» To do
Using the listing, copy each whole line that features "stream".

= = =

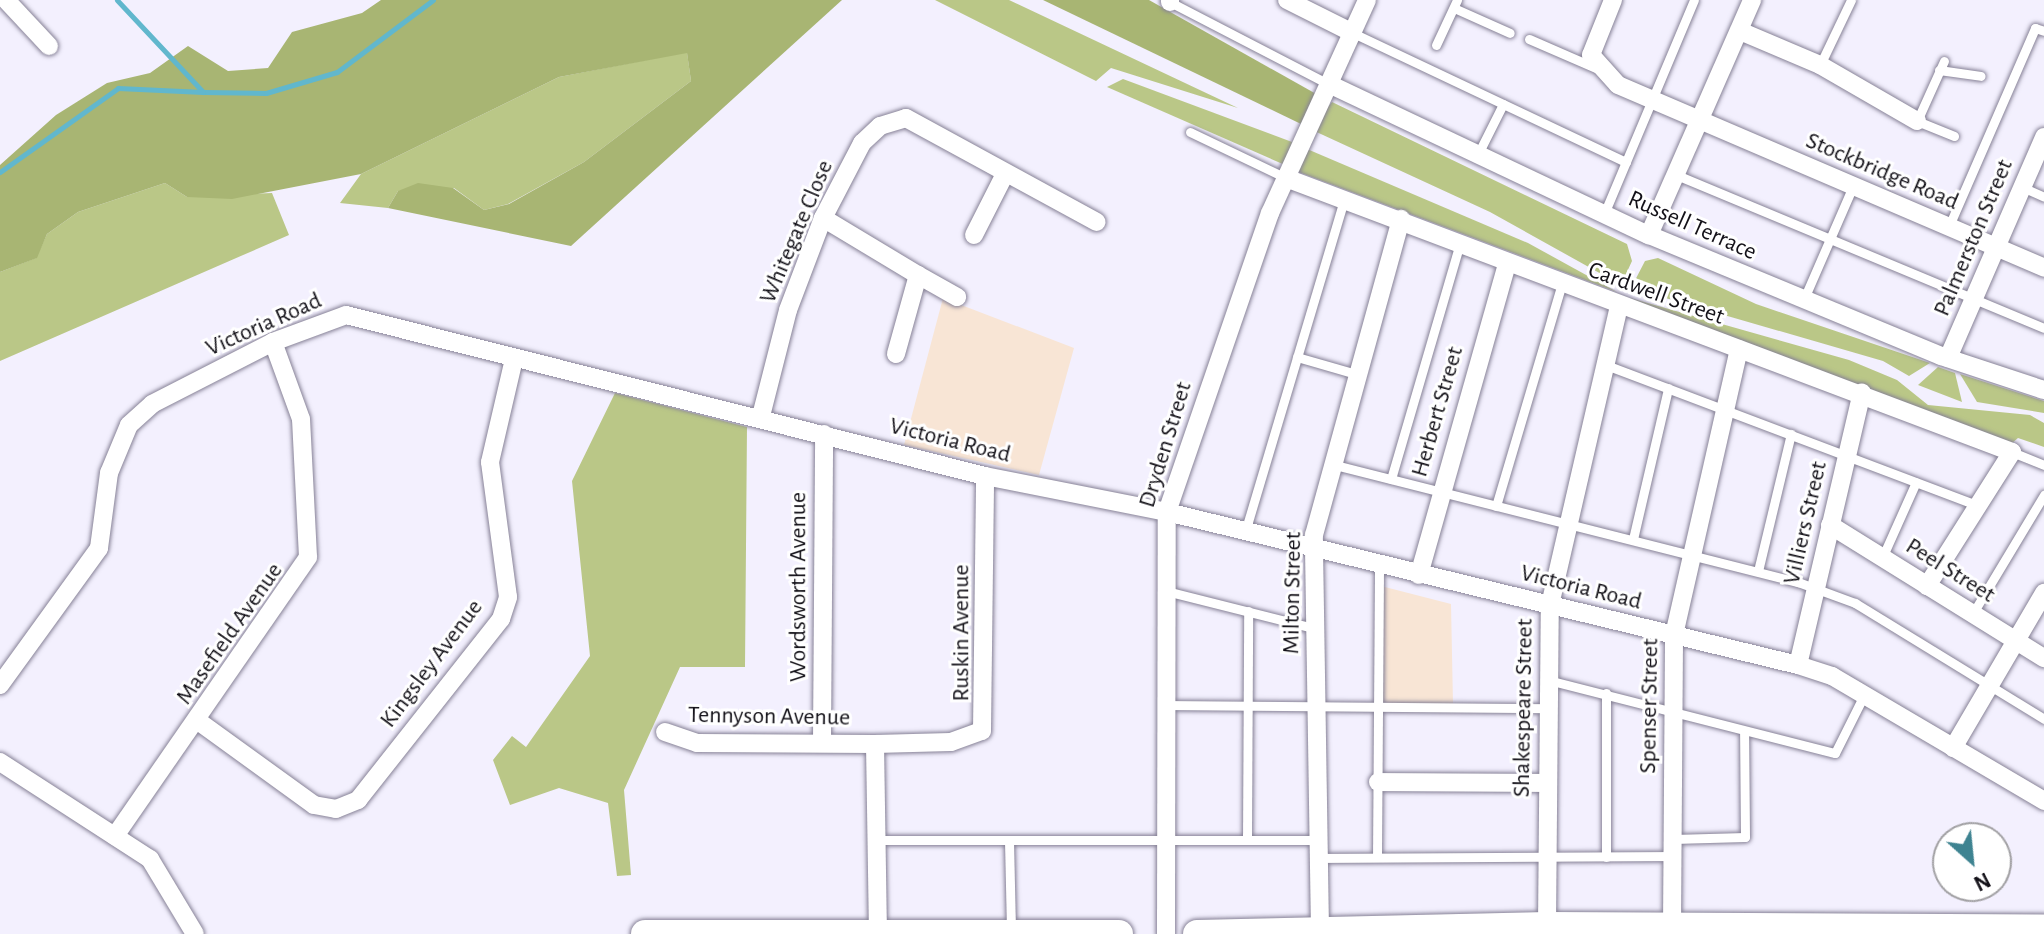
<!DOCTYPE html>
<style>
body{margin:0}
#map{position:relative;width:2044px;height:934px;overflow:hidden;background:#f3f0fe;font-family:"Alegreya Sans",sans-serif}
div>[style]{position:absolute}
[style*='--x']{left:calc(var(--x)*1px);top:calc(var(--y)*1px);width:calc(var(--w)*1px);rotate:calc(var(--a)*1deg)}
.education>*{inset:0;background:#f8e5d5}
.green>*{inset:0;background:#bac787}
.forest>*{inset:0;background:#a8b573}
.stream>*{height:5px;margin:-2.5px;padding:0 2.5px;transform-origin:2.5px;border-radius:2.5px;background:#61b7cd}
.roads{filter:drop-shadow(0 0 2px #868196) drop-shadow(0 0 2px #868196)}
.service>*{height:9px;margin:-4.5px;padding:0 4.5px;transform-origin:4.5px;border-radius:4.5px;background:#fff}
.minor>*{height:18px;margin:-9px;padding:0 9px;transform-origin:9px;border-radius:9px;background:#fff}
.primary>*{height:28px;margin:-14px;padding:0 14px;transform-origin:14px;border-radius:14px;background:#fff}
span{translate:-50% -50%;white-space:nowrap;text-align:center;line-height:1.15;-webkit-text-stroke:6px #fff;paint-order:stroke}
.street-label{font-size:24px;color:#131118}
.north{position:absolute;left:1932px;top:822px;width:80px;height:80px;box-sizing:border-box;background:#fff;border:2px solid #a1a0a3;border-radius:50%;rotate:153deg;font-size:22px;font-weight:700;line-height:32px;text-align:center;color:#131118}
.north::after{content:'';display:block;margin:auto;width:28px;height:36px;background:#3e8391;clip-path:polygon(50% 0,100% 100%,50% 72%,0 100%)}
</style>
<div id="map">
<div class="education">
<div style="clip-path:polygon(943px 298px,1074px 348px,1039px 475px,904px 445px)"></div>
<div style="clip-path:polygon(1381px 586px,1451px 604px,1453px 704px,1381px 704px)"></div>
</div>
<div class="green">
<div style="clip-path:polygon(935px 0,1009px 0,1238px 108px,1111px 68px,1096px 81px)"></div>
<div style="clip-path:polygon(687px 52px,691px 81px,584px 162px,508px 204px,484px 210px,454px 188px,398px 191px,388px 208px,340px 203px,361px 174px,559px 77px)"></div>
<div style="clip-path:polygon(1123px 79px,1292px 142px,1290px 156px,1285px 165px,1107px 87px)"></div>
<div style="clip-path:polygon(1332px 102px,1627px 244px,1632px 261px,1621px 285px,1490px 212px,1310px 129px)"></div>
<div style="clip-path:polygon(1307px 149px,1528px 243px,1617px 292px,1296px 171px)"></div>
<div style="clip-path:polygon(165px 183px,187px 197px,272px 193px,289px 235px,0 361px,0 272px,36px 258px,47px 234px,78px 212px)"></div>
<div style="clip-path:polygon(1658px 258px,1756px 304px,1930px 363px,1909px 376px,1883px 361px,1631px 288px,1645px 261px)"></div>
<div style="clip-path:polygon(1630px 298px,1849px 360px,1897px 380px,1928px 405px,2030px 415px,2044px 423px,2044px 447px,2018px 438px,2011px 444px,1630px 304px)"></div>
<div style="clip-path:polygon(1938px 367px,1955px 373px,1962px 402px,1918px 385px)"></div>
<div style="clip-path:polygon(1960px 374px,2044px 401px,2044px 413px,1977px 402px)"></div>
<div style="clip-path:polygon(615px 393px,747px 427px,745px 667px,680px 667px,624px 790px,631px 875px,617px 876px,608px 803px,559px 788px,510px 805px,493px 760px,512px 736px,526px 747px,590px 656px,572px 481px)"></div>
</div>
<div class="forest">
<div style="clip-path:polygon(381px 0,842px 0,571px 246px,388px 208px,398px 191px,418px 183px,453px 188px,484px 210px,509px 204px,584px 162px,691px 81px,687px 53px,559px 77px,361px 174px,232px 199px,187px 197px,165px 183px,78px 212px,47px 234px,37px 258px,0 272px,0 165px,56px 115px,107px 83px,150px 73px,188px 46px,228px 71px,268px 68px,292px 32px,362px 13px)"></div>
<div style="clip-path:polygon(1043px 0,1149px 0,1318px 95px,1301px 124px)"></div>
</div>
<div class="stream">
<div style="--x:117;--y:0;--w:126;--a:46.9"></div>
<div style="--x:203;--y:92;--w:63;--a:0.9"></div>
<div style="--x:266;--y:93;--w:74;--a:-16.5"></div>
<div style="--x:337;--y:72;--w:120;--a:-36.9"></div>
<div style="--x:0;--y:172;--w:145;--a:-35.4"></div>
<div style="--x:118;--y:88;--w:85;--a:2.7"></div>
</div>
<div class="roads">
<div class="service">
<div style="--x:1170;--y:2;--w:180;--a:27.4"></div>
<div style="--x:1454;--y:8;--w:61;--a:24.1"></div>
<div style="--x:1353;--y:33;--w:302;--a:25.3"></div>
<div style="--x:1529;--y:39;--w:75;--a:23.5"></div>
<div style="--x:1436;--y:45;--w:50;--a:-65"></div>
<div style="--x:1944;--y:61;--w:66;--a:114.2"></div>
<div style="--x:1917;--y:121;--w:40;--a:22"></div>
<div style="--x:1820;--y:65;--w:72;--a:-64.5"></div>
<div style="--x:1939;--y:70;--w:42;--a:8.1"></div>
<div style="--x:1190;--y:132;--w:106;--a:25.6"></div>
<div style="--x:1478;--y:154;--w:56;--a:-63.4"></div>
<div style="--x:1679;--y:176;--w:395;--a:22.6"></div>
<div style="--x:2022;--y:187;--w:24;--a:24"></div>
<div style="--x:1604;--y:214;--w:232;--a:-67.2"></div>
<div style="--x:1949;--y:226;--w:216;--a:-66.5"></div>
<div style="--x:2035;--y:28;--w:9;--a:18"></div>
<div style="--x:1803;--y:301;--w:125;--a:-66.5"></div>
<div style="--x:1297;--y:357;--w:61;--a:16.1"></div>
<div style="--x:1606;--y:365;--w:396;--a:20.7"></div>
<div style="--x:2012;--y:452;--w:35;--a:22"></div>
<div style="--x:1331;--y:464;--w:482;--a:14.2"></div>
<div style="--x:1798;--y:582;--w:61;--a:20.2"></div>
<div style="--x:1855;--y:603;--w:222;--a:31.5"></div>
<div style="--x:1391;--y:479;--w:246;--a:-73.7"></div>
<div style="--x:1496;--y:506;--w:229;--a:-73.5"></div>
<div style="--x:1245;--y:532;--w:347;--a:-73.4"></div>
<div style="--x:1633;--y:539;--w:155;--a:-76.9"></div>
<div style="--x:1882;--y:558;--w:83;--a:-65.9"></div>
<div style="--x:1758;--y:571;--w:141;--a:-76.5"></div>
<div style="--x:1166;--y:591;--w:156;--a:14.1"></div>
<div style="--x:1973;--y:613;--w:138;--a:-59"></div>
<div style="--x:1548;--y:680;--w:296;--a:14.3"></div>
<div style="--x:1835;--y:753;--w:65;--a:-63.4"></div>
<div style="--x:1606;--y:693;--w:164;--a:90"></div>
<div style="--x:1167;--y:705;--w:380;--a:0.5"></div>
<div style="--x:1673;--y:839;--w:72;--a:-1.6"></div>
<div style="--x:1745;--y:837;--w:106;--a:-90.5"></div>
<div style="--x:877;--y:840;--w:440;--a:0"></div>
<div style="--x:1247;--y:840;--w:229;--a:-89.7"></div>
<div style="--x:1009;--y:841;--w:88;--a:88.7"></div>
<div style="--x:1377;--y:857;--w:291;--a:-89.6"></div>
<div style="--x:1317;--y:858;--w:356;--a:-0.3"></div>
</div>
<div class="minor">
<div style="--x:6;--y:0;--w:63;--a:46.9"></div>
<div style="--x:1287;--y:0;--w:74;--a:26.6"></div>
<div style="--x:1613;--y:0;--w:59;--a:111.8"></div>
<div style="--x:1591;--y:55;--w:40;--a:48"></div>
<div style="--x:1618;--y:85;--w:464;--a:23.2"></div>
<div style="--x:1170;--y:2;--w:2;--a:-90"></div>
<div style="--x:1740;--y:31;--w:87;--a:23"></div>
<div style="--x:1820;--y:65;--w:112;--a:30"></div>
<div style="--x:1331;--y:85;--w:352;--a:25.3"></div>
<div style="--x:1649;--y:235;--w:316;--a:22.5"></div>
<div style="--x:1941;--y:356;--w:108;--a:18.3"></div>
<div style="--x:1286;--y:178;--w:776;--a:20.68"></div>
<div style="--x:2012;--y:452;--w:159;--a:122.4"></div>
<div style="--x:823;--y:218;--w:111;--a:31"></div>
<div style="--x:918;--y:275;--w:82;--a:105.6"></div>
<div style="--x:974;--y:235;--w:68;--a:-63.1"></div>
<div style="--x:1649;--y:235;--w:257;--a:-66.3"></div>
<div style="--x:918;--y:275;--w:45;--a:29.4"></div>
<div style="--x:1948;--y:358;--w:241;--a:-66.5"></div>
<div style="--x:761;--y:416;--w:109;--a:-75.7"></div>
<div style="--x:788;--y:310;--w:98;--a:-69.2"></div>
<div style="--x:823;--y:218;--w:85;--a:-62.5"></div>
<div style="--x:862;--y:143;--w:25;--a:-43"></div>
<div style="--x:880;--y:126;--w:27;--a:-17"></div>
<div style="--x:906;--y:118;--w:217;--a:28.6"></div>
<div style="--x:1830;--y:525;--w:252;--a:31.9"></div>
<div style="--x:1419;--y:575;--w:324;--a:-74.2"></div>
<div style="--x:1798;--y:665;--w:280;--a:-76.8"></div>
<div style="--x:0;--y:685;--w:169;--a:-54.1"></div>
<div style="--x:99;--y:548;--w:76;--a:-82.4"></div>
<div style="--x:109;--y:473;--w:52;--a:-67.4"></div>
<div style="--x:129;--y:425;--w:31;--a:-42"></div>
<div style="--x:152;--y:404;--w:136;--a:-27.1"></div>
<div style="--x:273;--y:342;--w:78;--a:-20.3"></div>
<div style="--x:346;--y:315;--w:659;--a:14.14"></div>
<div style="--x:985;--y:476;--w:186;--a:11.2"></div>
<div style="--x:1167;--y:512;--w:649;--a:13.63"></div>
<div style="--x:1798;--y:665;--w:36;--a:18"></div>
<div style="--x:1832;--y:676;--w:246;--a:30.5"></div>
<div style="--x:198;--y:721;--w:143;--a:35.9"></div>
<div style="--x:314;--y:805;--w:22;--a:10"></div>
<div style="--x:336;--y:809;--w:24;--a:-22"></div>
<div style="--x:358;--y:800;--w:231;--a:-51.7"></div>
<div style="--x:501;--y:619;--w:23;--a:-72"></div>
<div style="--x:508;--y:597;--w:136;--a:-97.6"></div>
<div style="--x:490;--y:462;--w:106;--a:-76.9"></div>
<div style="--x:665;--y:732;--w:34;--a:19"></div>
<div style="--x:697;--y:743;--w:178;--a:0.3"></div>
<div style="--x:875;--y:744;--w:76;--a:-1.5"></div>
<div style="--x:951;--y:742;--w:33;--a:-20"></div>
<div style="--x:982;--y:731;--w:255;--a:-89.3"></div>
<div style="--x:822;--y:741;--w:307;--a:-89.6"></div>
<div style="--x:875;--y:744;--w:188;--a:89.1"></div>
<div style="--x:1953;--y:748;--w:180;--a:-59.6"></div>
<div style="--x:0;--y:762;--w:179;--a:32.9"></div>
<div style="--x:150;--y:859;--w:87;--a:59"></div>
<div style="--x:1378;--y:782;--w:168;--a:0.3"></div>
<div style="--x:115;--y:836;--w:339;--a:-55.3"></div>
<div style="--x:308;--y:557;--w:138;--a:-92.9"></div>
<div style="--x:301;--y:419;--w:82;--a:-110"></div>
<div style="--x:1547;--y:926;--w:321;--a:-89.5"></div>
<div style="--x:1550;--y:605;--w:306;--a:-77"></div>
<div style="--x:1672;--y:927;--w:292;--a:-89.6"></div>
<div style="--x:1674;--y:635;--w:293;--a:-77.2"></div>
<div style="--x:1320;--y:930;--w:395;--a:-90.9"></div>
<div style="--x:1314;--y:535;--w:328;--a:-74.6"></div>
<div style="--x:1166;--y:934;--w:422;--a:-89.9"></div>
<div style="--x:1167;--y:512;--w:316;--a:-71"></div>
<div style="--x:1270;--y:213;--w:234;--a:-65.5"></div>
</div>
<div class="primary">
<div style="--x:645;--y:934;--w:474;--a:0"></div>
<div style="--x:1197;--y:934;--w:350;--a:-1.3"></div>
<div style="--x:1547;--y:926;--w:497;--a:0.3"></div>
</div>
</div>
<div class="street-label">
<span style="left:1882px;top:172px;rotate:23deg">Stockbridge Road</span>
<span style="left:1692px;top:226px;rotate:24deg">Russell Terrace</span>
<span style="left:797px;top:232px;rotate:-67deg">Whitegate Close</span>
<span style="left:1974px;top:238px;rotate:-67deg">Palmerston Street</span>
<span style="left:1656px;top:294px;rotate:20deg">Cardwell Street</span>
<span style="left:264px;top:325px;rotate:-24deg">Victoria Road</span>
<span style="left:1438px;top:412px;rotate:-74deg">Herbert Street</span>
<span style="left:950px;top:441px;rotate:14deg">Victoria Road</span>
<span style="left:1166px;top:445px;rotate:-73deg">Dryden Street</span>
<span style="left:1806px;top:523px;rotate:-77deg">Villiers Street</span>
<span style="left:1950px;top:571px;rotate:32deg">Peel Street</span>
<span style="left:799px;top:587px;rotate:-90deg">Wordsworth Avenue</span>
<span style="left:1581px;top:588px;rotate:14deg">Victoria Road</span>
<span style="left:1293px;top:593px;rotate:-89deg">Milton Street</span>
<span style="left:962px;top:633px;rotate:-90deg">Ruskin Avenue</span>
<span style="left:230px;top:634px;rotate:-55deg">Masefield Avenue</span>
<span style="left:432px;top:664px;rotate:-53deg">Kingsley Avenue</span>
<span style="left:1650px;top:706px;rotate:-89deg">Spenser Street</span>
<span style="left:1524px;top:708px;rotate:-89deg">Shakespeare Street</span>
<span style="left:769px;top:717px;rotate:1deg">Tennyson Avenue</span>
</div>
<div class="north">N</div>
</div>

= = =

» Solution
.stream>*{height:5px;margin:-2.5px;padding:0 2.5px;transform-origin:2.5px;border-radius:2.5px;background:#61b7cd}
<div class="stream">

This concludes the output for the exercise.